== Input records ==
◇ ◇ ◇ ◇ ◇
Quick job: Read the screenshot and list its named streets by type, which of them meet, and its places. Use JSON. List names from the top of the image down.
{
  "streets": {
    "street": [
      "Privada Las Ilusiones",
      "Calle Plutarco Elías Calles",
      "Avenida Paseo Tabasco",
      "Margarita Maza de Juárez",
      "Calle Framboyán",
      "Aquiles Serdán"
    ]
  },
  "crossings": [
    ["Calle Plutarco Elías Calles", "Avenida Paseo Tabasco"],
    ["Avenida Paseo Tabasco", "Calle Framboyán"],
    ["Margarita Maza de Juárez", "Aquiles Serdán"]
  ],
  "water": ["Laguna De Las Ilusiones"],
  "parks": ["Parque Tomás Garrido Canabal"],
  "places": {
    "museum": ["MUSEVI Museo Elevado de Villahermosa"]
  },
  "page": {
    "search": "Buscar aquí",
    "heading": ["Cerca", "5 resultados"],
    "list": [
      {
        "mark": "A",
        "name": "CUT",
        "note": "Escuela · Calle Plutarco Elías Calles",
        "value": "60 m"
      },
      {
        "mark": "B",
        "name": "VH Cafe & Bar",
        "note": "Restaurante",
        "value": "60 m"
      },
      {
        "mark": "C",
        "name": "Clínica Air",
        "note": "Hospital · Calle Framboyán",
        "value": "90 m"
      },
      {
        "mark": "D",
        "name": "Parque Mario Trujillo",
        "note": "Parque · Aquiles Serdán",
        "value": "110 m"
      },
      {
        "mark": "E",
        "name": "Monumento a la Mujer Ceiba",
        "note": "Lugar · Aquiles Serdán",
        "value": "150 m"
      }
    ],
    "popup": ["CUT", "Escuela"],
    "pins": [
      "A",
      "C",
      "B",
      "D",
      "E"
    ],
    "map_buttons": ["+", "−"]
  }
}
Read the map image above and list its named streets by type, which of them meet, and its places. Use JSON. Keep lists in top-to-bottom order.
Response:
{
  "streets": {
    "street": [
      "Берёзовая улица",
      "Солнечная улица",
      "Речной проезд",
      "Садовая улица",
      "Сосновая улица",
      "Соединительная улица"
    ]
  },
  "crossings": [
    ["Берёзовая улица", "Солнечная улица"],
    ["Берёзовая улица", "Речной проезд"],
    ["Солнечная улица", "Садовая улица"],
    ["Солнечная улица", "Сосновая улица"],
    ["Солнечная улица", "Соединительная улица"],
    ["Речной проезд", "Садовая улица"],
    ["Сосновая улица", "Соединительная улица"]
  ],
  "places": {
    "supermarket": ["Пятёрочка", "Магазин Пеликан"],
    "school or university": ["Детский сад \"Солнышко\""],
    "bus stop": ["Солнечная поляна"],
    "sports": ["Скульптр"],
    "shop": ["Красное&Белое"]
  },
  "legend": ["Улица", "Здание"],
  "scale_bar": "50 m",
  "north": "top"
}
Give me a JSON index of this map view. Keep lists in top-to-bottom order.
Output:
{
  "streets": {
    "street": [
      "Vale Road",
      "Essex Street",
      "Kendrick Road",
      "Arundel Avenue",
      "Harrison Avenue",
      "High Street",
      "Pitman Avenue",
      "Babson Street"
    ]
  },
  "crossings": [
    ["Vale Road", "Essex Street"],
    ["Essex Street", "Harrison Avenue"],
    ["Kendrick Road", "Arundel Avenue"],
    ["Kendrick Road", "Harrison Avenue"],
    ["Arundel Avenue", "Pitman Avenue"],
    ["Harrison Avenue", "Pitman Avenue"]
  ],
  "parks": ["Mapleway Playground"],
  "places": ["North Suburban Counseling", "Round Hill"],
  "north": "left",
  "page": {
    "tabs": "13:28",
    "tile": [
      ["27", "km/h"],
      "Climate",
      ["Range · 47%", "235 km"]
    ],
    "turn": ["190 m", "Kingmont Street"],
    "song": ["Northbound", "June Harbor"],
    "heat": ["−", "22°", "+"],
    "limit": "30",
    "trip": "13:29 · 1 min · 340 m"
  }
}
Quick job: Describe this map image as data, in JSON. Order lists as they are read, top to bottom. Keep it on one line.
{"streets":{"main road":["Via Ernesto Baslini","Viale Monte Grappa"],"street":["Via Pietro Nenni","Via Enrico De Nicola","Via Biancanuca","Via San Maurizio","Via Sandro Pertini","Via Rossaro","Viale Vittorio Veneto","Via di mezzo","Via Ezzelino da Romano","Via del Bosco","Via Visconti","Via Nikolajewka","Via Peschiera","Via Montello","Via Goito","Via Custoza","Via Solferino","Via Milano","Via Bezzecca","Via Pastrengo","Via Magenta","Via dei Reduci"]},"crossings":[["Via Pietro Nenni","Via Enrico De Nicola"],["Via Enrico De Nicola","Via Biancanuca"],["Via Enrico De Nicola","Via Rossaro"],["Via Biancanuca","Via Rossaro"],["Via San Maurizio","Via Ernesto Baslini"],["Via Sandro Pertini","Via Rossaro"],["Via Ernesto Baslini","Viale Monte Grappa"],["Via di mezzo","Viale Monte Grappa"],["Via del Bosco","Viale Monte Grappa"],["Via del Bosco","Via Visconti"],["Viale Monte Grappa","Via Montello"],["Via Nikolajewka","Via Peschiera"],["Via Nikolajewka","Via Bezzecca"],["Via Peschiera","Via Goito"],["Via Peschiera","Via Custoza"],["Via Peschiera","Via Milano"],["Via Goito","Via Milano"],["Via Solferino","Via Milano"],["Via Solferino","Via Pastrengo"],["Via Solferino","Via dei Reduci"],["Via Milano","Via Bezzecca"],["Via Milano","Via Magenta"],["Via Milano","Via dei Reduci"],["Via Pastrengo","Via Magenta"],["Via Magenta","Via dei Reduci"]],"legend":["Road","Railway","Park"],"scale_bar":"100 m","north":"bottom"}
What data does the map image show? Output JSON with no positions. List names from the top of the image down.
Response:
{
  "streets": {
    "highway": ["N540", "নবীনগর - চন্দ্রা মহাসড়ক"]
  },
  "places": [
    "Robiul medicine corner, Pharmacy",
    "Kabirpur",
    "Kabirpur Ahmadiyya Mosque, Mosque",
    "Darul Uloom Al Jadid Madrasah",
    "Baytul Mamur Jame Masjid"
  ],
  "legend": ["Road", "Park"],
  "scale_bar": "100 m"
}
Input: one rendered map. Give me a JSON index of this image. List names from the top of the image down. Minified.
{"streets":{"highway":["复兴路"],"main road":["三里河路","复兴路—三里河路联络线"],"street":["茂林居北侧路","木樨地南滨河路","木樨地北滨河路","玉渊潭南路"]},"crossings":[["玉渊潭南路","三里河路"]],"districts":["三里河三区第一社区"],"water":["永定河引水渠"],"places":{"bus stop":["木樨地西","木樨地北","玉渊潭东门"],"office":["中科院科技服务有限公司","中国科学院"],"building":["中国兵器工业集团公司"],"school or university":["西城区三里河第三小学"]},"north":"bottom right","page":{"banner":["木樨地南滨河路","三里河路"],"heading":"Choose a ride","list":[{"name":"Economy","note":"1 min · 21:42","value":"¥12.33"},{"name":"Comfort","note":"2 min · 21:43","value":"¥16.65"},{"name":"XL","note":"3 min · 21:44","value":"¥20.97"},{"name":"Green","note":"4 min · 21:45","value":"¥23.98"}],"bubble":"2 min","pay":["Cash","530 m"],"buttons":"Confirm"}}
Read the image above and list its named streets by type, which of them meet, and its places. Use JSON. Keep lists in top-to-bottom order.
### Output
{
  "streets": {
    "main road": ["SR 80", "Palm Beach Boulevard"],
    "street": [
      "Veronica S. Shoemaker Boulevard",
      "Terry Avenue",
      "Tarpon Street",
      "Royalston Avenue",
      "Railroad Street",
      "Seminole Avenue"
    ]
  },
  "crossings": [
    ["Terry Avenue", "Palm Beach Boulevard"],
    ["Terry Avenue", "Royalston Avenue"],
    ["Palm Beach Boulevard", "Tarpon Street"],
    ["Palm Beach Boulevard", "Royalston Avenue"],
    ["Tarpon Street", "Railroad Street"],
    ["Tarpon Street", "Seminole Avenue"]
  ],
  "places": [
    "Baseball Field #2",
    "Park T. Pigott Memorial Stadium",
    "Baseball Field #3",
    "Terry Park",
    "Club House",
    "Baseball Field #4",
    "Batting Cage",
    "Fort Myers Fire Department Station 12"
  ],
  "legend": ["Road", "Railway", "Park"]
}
◇ ◇ ◇ ◇ ◇
Return a copy of each line in the entries that contains "Plutarco".

== Your solution ==
      "Calle Plutarco Elías Calles",
    ["Calle Plutarco Elías Calles", "Avenida Paseo Tabasco"],
        "note": "Escuela · Calle Plutarco Elías Calles",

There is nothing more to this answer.